Pharmacological and Nonpharmacological Therapeutic Options:
Drugs and ablation are effective for both rate and rhythm control, and in special circumstances surgery may be the
preferred option. Regardless of the approach, the need for anticoagulation is based on stroke risk and not on whether sinus rhythm is maintained. For rhythm control, drugs are
typically the first choice and LA ablation is a second-line choice, especially in patients with symptomatic lone AF. In some patients, especially young ones with very symptomatic AF who need sinus rhythm, radiofrequency ablation may be preferred over years of drug therapy. Because the Left Atrial Appendage is the site of over 95% of detected thrombi, this structure should be removed from the circulation when possible during cardiac surgery in patients at risk of developing postoperative AF, although this has not been proved to prevent stroke.
Drugs are the primary treatment for rate control in most patients with AF. While ablation of the AV conduction system and permanent pacing (the “ablate and pace” strategy) is an option that often yields remarkable symptomatic relief, growing concern about the negative effect of long-term RV pacing makes this a fallback rather than a primary treatment strategy. LV pacing, on the other hand, may overcome many of the adverse hemodynamic effects associated with RV pacing.

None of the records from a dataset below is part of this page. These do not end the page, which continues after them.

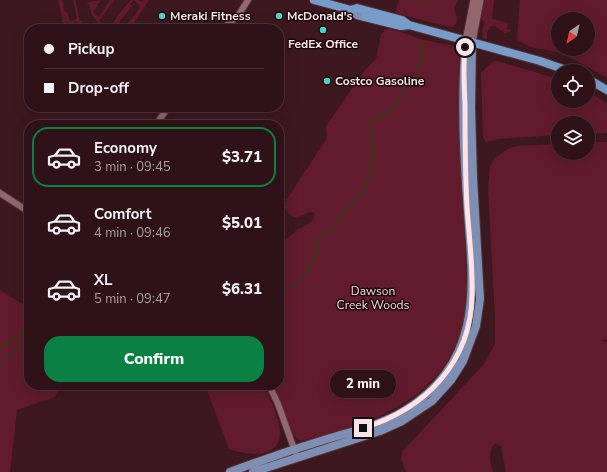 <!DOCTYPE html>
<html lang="en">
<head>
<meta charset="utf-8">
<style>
  :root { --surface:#2e1217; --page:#361b20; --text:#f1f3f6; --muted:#a79ea1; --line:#493236; --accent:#0b8043 }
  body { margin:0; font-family:"Nunito Sans",sans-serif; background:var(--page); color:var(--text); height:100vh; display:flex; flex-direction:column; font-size:15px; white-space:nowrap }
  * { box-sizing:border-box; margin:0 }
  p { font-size:13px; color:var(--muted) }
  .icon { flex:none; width:22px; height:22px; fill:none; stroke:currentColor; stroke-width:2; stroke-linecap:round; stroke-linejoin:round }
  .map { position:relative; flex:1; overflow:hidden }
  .drawer { position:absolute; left:24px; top:120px; width:260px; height:270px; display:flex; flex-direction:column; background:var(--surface); border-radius:16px; box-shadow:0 4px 16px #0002,0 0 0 1px var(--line) }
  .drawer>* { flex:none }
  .banner { position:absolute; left:24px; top:24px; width:260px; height:88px; border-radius:16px; box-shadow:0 4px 16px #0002,0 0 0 1px var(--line); display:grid; align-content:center; height:88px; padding:0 20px; background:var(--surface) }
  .needle { width:26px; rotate:213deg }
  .tools { position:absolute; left:551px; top:12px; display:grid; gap:8px }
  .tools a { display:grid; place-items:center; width:44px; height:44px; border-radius:50%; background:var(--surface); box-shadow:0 4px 16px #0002,0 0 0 1px var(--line); font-size:20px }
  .end { position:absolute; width:18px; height:18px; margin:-9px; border:5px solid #fee3e6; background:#111; box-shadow:0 0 0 2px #111 }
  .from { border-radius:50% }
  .bubble { position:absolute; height:28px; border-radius:14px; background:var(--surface); box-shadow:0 4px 16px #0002,0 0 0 1px var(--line); font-size:13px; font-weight:800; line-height:28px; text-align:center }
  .banner b { display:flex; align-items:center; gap:14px; height:38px; font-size:15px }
  .banner b+b { border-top:1px solid var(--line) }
  .banner i { width:10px; height:10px; background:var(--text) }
  ul { padding:7px 0 0; list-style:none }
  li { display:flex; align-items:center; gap:12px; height:60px; margin:0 8px 6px; padding:0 12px; border:2px solid transparent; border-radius:16px }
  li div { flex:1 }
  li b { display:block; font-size:15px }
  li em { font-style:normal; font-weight:800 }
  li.selected { border-color:var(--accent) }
  li>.icon { width:36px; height:36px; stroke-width:1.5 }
  .cta { display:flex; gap:8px; margin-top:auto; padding:8px 20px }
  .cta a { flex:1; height:46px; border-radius:16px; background:var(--accent); color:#fff; font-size:16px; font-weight:800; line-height:46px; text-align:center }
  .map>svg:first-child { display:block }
</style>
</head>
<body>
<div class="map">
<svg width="607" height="472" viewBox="0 0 607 472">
  <rect width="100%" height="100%" fill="#3d181f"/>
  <path fill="#611b2c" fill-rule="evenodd" d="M58 0H62L63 4H65L63 6 65 12H67L70 21 77 19 73 0H75L80 21 91 29H86L75 21 71 27 73 29H63L62 17Z
    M101 0 93 12 99 17 110 0H114L99 21 102 23 100 25 92 15 89 4 85 3Z
    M131 0H139L142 2 144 0H149L130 29H125C127 21 138 14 140 6L134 0 130 4 132 6 118 24 116 23 113 27 115 29H109L118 15Z
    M399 0H458L454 8C456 16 460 20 453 27H449L395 13Z
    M485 0H494L492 19 508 23 507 29 511 30 509 32 504 33 495 26H491L487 32V39L483 38 482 31 484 22 480 18Z
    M520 0H607V78C594 70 572 58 559 53 545 48 529 50 517 39ZM558 19H588V49H558Z
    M389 28 424 40 455 46 459 50 467 285C467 390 388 420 301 441L295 437 272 385H279V245L297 230 311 222 315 215 313 212 308 213 297 218C289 216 287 212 283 205L327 138 326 126 365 70 376 59 381 35 385 30Z
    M497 61 558 79V101H588V92L607 103V133L588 134V123H558V135L498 139 486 142 483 137 481 73 492 62Z
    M588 142H607V340L604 339 603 342H607V472H506L501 446 495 443C487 453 490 460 493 472H406L401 459 402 452 484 364 495 344V320L488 188 490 166 496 157 508 149 517 146 558 144V153H588Z
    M0 290 29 308V385H60L55 397 17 410 10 472H0Z
    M205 385H263C270 397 284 427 279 440 272 460 244 454 229 449Z"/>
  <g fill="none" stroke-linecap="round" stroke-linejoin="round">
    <path stroke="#2a3e0e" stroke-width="1.5" d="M420 7 423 0
      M279 292 292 287 304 274 314 258 318 239 333 227 363 191 370 175 373 156 371 123 373 120 395 108 402 93 413 80 423 58 420 41
      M0 348 23 333 29 332
      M0 365 21 345 29 333"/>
    <defs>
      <path id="tertiary" d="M222 29 238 16 248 0
        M156 125 168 107
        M0 193 29 212
        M269 385 278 404 297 457"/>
      <path id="secondary" d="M466 41 474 0
        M472 42 480 0"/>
      <path id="primary" d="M351 10 357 15 365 17
        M230 472C262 460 294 449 327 439 353 431 381 425 404 411 493 357 470 269 466 183 463 138 462 85 466 41
        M253 472 380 431 402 421 432 401 451 380 463 361 476 326 480 299 473 178 471 108 472 42"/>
      <path id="trunk" d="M314 0 351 10 357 8 402 20 409 25
        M365 17 401 26 409 25 540 61 569 71
        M588 79 607 90"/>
    </defs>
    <use href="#tertiary" stroke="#52343a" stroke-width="8"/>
    <use href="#secondary" stroke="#52343a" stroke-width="9"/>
    <use href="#primary" stroke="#52343a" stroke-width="10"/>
    <use href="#trunk" stroke="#52343a" stroke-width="10"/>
    <use href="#tertiary" stroke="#94666d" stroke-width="6"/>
    <use href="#secondary" stroke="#94666d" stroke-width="7"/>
    <use href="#primary" stroke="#7f8eb3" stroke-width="8"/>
    <use href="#trunk" stroke="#789cca" stroke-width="8"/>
  </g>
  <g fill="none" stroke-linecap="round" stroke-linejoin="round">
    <path stroke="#fee3e6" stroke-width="5" d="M363 428C425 409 471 363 472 295 473 266 469 236 467 207 465 173 465 139 465 104 464 85 463 66 465 47"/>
  </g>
  <g fill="#54cdc6" stroke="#19090b" stroke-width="1.5">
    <circle cx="162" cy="16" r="4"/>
    <circle cx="279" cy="16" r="4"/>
    <circle cx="323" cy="30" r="4"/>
    <circle cx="327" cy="81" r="4"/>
  </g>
  <g text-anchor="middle" stroke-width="3" stroke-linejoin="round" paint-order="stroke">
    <g font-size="12" font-weight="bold" fill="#fee3e6" stroke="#19090b" text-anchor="start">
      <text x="170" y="20">Meraki Fitness</text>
      <text x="287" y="20">McDonald's</text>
      <text x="323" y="48" text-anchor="middle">FedEx Office</text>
      <text x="335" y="85">Costco Gasoline</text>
    </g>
    <g font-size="12" fill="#f6dadd" stroke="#19090b">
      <text x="373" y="295">Dawson<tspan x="373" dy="14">Creek Woods</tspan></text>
    </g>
  </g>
</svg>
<div class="tools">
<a><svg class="needle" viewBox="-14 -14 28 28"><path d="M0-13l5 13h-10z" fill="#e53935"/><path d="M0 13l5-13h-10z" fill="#a79ea1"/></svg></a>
<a><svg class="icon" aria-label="locate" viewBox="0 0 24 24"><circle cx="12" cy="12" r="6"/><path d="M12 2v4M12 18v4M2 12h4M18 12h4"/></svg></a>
<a><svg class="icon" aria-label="layers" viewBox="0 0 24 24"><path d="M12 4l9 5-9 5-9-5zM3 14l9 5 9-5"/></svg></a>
</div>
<i class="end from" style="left:465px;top:47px"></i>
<i class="end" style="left:363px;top:428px"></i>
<div class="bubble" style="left:330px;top:370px;width:66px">2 min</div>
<div class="banner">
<b><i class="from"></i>Pickup</b>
<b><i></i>Drop-off</b>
</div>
<section class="drawer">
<ul>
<li class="selected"><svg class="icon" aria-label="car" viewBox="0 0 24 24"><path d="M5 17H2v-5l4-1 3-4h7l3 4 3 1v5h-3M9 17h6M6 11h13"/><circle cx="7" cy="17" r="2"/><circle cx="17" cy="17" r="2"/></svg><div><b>Economy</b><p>3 min · 09:45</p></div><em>$3.71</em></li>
<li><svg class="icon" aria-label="car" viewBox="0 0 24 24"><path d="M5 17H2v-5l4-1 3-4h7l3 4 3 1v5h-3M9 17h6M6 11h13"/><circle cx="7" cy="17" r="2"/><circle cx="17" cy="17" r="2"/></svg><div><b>Comfort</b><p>4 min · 09:46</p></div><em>$5.01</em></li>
<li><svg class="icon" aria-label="car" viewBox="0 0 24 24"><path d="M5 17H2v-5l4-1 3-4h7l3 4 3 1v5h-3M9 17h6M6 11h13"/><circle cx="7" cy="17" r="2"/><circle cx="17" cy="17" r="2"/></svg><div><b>XL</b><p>5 min · 09:47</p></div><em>$6.31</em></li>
</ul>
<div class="cta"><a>Confirm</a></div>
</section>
</div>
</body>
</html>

Heart Rate Control Versus Rhythm Control:
Distinguishing Short-Term and Long-Term Treatment Goals:
For patients with symptomatic AF lasting many weeks, initial therapy may be anticoagulation and rate control, while the long-term goal is to restore sinus rhythm. When cardioversion is contemplated and the duration of AF is unknown or exceeds 48h, patients who do not require long-term anticoagulation may benefit from short-term anticoagulation. If rate control offers inadequate symptomatic relief, restoration of sinus rhythm becomes a clear long-term goal. Early cardioversion may be necessary if AF causes hypotension or worsening HF, making the establishment of sinus rhythm a combined short- and long-term therapeutic goal. In some circumstances, when the initiating pathophysiology of AF is reversible, as for instance in the setting of thyrotoxicosis or after cardiac surgery, no long-term therapy may be necessary.
AFFIRM (Atrial Fibrillation Follow-up Investigation of Rhythm Management) found no difference in mortality or stroke rate between patients assigned to one strategy or the other. The RACE (Rate Control vs. Electrical cardioversion for persistent atrial fibrillation) trial found rate control not inferior to rhythm control for prevention of death and morbidity.
The AFFIRM, RACE, PIAF (Pharmacologic Intervention in Atrial Fibrillation), and STAF (Strategies of Treatment of Atrial Fibrillation) studies found no differences in quality of life with rhythm control compared with rate control. Rhythm control in the PIAF and How to Treat Chronic Atrial Fibrillation (HOT CAFÉ) studies resulted in better exercise tolerance than rate control, but this did not translate into improved quality of life.